In adulthood, he pursued studies in Design and Audiovisual Production at ESPOL, where he received first place in the IV Concurso de Pintura, a recognition that marked a turning point in his creative trajectory. This achievement sparked a deeper interest in art, leading him to leave his initial career path and enroll in 2012 at the Instituto Tecnológico de Artes del Ecuador (ITAE). In 2019, he completed his degree in Visual Arts at the Universidad de las Artes in Guayaquil.
His principal exhibitions include Los tres huéspedes (Casa Cino Fabiani), El espacio y el vacío (Sala Félix Henríquez), and Homo ludens (Galería Más Arte, Quito).

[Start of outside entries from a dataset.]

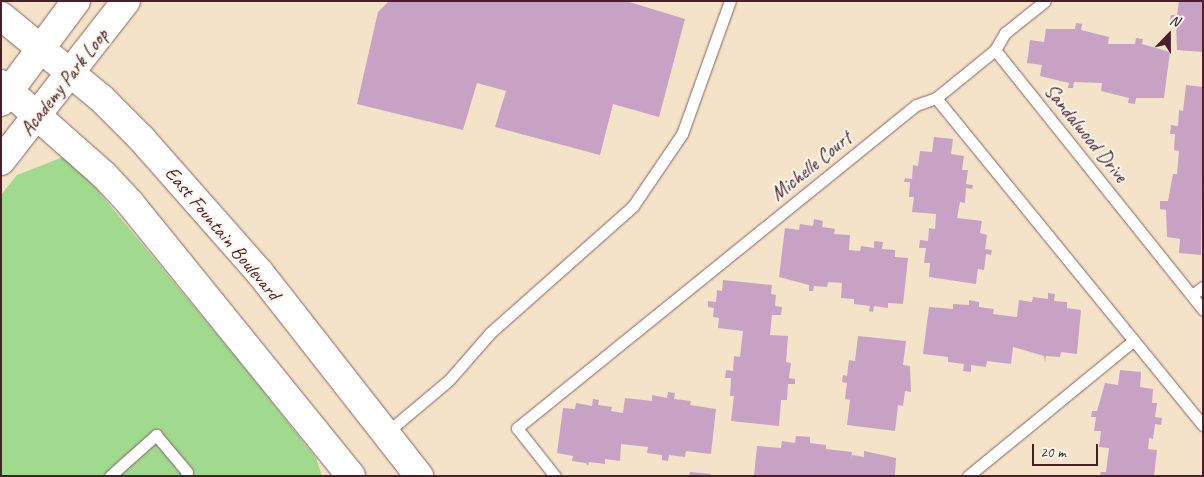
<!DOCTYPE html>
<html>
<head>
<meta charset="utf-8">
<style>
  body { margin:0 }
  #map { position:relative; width:1204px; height:477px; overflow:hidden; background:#f5e3c9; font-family:Caveat,sans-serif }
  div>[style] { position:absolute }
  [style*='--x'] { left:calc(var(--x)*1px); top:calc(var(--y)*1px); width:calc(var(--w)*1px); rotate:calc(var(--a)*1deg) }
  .green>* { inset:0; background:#9fda8e }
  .building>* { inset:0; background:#c7a2c4 }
  .roads { filter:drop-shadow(0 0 1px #866462) drop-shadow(0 0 1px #866462) }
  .service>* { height:11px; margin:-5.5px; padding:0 5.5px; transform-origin:5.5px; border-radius:5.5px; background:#fff }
  .tertiary>* { height:28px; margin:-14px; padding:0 14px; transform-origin:14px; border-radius:14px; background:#fff }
  .trunk>* { height:28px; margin:-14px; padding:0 14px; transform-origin:14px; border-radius:14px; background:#fff }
  span { translate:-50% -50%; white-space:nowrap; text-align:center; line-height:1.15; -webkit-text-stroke:4px #fbf7ec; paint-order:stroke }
  .street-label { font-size:20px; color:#4a1f2b }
  .frame { position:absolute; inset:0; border:2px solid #4a1f2b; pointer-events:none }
  .north { position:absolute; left:1144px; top:10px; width:50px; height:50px; -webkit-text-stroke:4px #fbf7ec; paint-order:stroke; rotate:22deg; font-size:14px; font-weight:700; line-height:20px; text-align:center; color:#4a1f2b }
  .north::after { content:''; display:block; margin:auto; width:18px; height:22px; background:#4a1f2b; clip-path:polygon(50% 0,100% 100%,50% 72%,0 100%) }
  .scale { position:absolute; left:1032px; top:444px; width:66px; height:22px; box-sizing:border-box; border:2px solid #4a1f2b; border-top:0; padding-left:6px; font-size:15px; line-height:18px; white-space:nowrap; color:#4a1f2b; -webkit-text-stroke:4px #fbf7ec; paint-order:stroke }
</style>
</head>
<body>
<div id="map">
  <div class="green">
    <div style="clip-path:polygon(63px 157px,89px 180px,244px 367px,316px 458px,322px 476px,1px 476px,1px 195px,17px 175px)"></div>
  </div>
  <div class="building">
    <div style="clip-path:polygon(389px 1px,626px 1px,685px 19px,659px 117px,613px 104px,600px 155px,495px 127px,506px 91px,477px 83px,463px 130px,357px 104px,378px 12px)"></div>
    <div style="clip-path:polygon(1179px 1px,1203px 1px,1203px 52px,1177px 50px,1176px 21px,1170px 20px,1171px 15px,1177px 15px)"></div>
    <div style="clip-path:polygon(1076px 23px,1082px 24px,1081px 30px,1109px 37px,1108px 44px,1135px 44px,1136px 38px,1143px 39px,1142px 44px,1170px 52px,1164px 98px,1136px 98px,1135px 104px,1128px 103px,1129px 98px,1101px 91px,1102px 83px,1074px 82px,1073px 88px,1068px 88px,1069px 83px,1040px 76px,1042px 65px,1027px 63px,1030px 40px,1044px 42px,1046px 29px,1075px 29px)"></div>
    <div style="clip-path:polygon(1186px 85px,1203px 87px,1201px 255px,1179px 253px,1180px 239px,1167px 237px,1166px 210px,1160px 209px,1160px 201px,1168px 201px,1173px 174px,1177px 174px,1179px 151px,1174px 150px,1175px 134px,1170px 134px,1171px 125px,1178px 126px,1179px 110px,1183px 111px)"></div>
    <div style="clip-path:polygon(934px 137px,953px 139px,951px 154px,964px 156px,962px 170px,968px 170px,966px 184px,973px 185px,972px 189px,966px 188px,965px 203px,960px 202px,957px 218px,982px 221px,980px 233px,987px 235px,985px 249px,992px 250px,991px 255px,986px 254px,984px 270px,978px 269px,976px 284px,929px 277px,930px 263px,924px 263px,926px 248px,919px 248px,920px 240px,928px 241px,929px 228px,935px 229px,936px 214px,912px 212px,914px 197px,909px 197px,910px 182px,904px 182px,905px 178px,912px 179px,913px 165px,918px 166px,920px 151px,932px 152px)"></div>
    <div style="clip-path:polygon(814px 219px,823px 221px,822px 227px,835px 229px,834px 234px,850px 235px,849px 250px,860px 251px,861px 246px,874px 248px,874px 241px,883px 242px,882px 249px,895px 250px,895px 257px,908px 258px,903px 304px,888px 303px,888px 308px,874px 306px,873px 312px,869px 311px,870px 306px,854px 304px,854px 299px,841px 298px,842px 283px,828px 282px,827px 287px,814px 286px,813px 291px,809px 291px,809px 285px,779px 277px,785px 228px,799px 230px,800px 224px,813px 226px)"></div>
    <div style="clip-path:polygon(723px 280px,772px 285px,771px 294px,776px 295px,775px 306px,782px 307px,781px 315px,772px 315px,770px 335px,788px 336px,786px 362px,791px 363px,789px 378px,795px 379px,795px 384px,788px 384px,787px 400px,781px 400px,779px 426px,731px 421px,734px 396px,730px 396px,731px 378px,725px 378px,726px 370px,733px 371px,734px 356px,740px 357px,743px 331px,718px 328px,719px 318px,713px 317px,714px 308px,708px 307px,708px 301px,716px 302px,717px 290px,722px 291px)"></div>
    <div style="clip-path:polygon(1048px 293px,1055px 294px,1054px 301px,1067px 302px,1067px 308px,1081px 310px,1077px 354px,1061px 352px,1060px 357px,1046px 356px,1045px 362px,1044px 356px,1013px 347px,1011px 364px,987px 361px,986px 367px,971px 365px,971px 372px,963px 371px,964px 364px,948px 362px,948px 357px,923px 354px,929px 307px,953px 309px,953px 304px,969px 305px,969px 300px,979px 302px,979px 307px,994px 309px,993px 314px,1017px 317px,1019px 300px,1032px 302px,1033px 297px,1048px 299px)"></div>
    <div style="clip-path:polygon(858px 336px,906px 341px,903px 365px,910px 366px,911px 392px,905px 391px,903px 406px,898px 405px,895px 431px,847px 425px,850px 400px,845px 399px,847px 383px,842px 382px,843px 375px,847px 376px,849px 360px,855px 361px)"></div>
    <div style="clip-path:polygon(1120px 370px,1141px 372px,1140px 387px,1153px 389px,1152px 403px,1157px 403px,1155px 417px,1162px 418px,1161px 425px,1155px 424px,1153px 439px,1149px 438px,1148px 449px,1157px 450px,1154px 476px,1100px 476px,1101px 472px,1106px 472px,1109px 448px,1099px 447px,1101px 431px,1094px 431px,1096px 417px,1091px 417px,1092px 411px,1097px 411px,1105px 383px,1118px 385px)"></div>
    <div style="clip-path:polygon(668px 392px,675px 393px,674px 399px,691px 401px,690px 405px,716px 409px,711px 454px,686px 451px,685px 457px,669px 455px,668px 461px,662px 460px,662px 455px,647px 453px,648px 447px,621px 444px,620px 461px,605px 459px,605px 464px,589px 462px,588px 466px,586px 463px,572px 461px,573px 456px,557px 453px,563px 408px,575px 409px,576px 403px,592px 406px,593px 399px,599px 400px,598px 405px,612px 407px,611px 411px,623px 413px,625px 398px,652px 401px,652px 395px,667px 398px)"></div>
    <div style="clip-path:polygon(796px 436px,810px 437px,810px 443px,826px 445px,826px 449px,852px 452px,851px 460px,852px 455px,864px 457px,864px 451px,896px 458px,895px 476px,754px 476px,757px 446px,781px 448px,782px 441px,795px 443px)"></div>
    <div style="clip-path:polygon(690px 472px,711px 474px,711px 476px,689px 476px)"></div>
  </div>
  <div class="roads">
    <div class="service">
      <div style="--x:995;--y:50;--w:333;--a:51.3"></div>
      <div style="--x:936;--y:98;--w:76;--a:-39.1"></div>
      <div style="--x:995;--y:50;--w:20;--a:-60"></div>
      <div style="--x:1005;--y:33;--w:51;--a:-38.7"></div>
      <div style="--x:1192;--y:295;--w:14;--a:-36"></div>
      <div style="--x:386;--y:433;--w:82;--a:-40.1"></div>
      <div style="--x:449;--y:380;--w:62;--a:-48.9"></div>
      <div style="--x:490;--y:333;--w:191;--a:-41.6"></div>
      <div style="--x:633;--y:206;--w:87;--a:-55.8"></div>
      <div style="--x:682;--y:134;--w:141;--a:-70.2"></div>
      <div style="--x:110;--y:476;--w:62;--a:-41.7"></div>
      <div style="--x:156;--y:435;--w:48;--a:50"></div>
      <div style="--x:187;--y:472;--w:4;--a:104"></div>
      <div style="--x:555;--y:476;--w:61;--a:-128.4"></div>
      <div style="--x:517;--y:428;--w:513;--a:-38.99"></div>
      <div style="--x:916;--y:105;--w:21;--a:-19"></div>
      <div style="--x:936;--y:98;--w:422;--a:50.8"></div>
      <div style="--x:968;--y:476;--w:213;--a:-39.3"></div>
    </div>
    <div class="tertiary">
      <div style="--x:1;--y:102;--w:126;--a:-53.4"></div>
      <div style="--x:1;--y:161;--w:203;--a:-52"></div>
    </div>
    <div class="trunk">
      <div style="--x:1;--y:16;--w:129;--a:39.4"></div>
      <div style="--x:101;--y:98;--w:57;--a:45"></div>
      <div style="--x:141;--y:138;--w:180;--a:48.6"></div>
      <div style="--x:260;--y:273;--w:258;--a:51.9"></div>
      <div style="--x:1;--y:84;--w:137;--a:41.5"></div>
      <div style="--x:104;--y:175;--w:38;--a:47"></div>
      <div style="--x:130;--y:203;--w:351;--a:51"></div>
    </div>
  </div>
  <div class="street-label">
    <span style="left:64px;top:82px;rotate:-52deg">Academy Park Loop</span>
    <span style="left:1086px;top:133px;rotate:51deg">Sandalwood Drive</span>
    <span style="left:811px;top:166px;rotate:-39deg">Michelle Court</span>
    <span style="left:223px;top:233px;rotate:50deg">East Fountain Boulevard</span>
  </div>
  <div class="frame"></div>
  <div class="north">N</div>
  <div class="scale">20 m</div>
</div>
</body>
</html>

He also participated in the exhibition De cabo a rabo at galería NÓMINIMO. He was part of the collective Los Chivox, with whom he carried out his first interventions in urban space. Additionally, he was selected to collaborate with artist Fran Siegel on the assembly of the work Through, presented at the Consulado de los Estados Unidos in Guayaquil.
Some of his award-winning participations include several honorable mentions in different painting salons; selection for the Premio Brasil and the Premio Batán at galería NÓMINIMO; and first place at the Bienal de Pintura de Guayaquil.
He is currently participating in the art fair JUSTMAD in Madrid, Spain, which will take place in March 2026.
Statement
His artistic practice investigates the invisible mechanisms of power that shape social experience. Through a symbolic vocabulary drawn from play, architecture, and the natural world, he reveals systems in which chance operates as a mask for order, control, hierarchy, and exclusion.
Across game boards, walls, and disappearing micro-ecosystems, his work weaves correspondences between the human and the animal, recognizing in the hunting scene a grammar of domination. Through the superimposition of images onto architectural spaces, bodies enter into tension, exposing the silent persistence of these forces that organize and permeate life.